Le séminaire méthodologique est un des trois séminaires transversaux du Lab’URBA. Organisé annuellement, il a pour objectif de proposer un espace de réflexion collective et de partage d’expérience sur des aspects de méthodologie en lien avec nos travaux de recherche et constitue ainsi un temps fort de la vie collective du laboratoire. 

Sa première édition (17 mars 2023) fût consacrée à la thématique du bricolage méthodologique qui imprègne nos pratiques de recherche.
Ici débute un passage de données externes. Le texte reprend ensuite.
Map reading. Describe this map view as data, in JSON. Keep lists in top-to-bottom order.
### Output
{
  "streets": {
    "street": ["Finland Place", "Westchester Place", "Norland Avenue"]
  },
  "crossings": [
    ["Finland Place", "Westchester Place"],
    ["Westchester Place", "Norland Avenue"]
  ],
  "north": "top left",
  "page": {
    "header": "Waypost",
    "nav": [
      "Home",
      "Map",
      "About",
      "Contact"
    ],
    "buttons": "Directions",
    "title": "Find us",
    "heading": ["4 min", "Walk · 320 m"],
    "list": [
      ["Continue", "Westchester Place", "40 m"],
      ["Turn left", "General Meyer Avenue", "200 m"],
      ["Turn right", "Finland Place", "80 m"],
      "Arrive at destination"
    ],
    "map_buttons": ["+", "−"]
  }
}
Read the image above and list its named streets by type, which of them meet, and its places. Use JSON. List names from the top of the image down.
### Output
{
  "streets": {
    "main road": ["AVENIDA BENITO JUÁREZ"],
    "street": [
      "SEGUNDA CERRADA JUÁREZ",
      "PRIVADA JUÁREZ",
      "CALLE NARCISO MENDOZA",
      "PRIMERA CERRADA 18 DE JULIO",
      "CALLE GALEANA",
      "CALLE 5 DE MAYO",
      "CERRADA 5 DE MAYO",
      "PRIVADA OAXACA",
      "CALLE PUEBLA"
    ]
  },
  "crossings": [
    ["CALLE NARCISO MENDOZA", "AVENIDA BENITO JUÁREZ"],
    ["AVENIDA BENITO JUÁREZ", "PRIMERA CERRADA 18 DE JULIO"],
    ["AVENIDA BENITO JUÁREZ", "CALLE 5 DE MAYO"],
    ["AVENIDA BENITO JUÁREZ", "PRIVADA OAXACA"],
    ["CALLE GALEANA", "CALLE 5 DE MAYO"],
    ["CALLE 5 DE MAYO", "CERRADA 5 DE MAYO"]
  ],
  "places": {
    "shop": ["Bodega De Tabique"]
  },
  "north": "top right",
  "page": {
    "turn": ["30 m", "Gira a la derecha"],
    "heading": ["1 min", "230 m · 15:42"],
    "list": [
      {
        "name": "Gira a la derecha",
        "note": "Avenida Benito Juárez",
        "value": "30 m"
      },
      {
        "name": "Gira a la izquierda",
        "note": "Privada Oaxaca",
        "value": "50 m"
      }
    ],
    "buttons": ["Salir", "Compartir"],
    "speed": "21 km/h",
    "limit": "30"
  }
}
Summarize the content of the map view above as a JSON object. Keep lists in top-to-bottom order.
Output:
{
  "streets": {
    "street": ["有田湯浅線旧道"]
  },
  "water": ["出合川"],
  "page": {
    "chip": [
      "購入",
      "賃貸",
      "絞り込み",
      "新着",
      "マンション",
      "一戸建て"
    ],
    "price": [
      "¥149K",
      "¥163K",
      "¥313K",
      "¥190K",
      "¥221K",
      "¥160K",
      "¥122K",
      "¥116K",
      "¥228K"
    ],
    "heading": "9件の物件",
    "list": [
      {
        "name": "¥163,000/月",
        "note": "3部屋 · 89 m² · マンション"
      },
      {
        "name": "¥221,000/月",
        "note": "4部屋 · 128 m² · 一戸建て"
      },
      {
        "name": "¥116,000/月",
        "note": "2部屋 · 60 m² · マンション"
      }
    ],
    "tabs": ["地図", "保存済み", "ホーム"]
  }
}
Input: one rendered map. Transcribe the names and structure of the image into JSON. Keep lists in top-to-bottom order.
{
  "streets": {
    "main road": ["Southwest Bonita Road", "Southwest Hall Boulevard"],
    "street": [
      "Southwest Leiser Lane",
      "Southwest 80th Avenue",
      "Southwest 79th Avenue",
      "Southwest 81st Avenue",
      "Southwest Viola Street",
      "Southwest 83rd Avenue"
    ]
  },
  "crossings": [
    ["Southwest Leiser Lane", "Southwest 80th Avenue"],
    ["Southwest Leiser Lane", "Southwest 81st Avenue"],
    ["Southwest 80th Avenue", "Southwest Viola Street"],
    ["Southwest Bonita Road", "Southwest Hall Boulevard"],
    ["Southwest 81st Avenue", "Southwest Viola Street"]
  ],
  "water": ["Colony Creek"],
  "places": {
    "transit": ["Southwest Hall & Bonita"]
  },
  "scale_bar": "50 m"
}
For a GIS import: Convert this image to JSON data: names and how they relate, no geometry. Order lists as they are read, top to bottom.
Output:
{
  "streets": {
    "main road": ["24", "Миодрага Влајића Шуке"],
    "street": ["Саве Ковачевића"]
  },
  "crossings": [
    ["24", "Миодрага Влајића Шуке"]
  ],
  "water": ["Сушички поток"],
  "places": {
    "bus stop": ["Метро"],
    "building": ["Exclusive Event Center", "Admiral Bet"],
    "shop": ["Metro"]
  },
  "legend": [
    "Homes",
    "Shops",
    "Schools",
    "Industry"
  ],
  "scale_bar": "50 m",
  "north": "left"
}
La place des informations collectées à partir d'archives et la manière dont celles-ci sont collectées, agencées, utilisées ou encore les enjeux en lien avec le bricolage méthodologique tel qu'il peut se poser spécifiquement dans le cadre de thèses réalisées en CIFRE furent au cœur de ces premiers échanges.

La deuxième édition (15 mars 2024) sera, dans la continuité, consacrée à la place du document dans nos méthodologies de recherche.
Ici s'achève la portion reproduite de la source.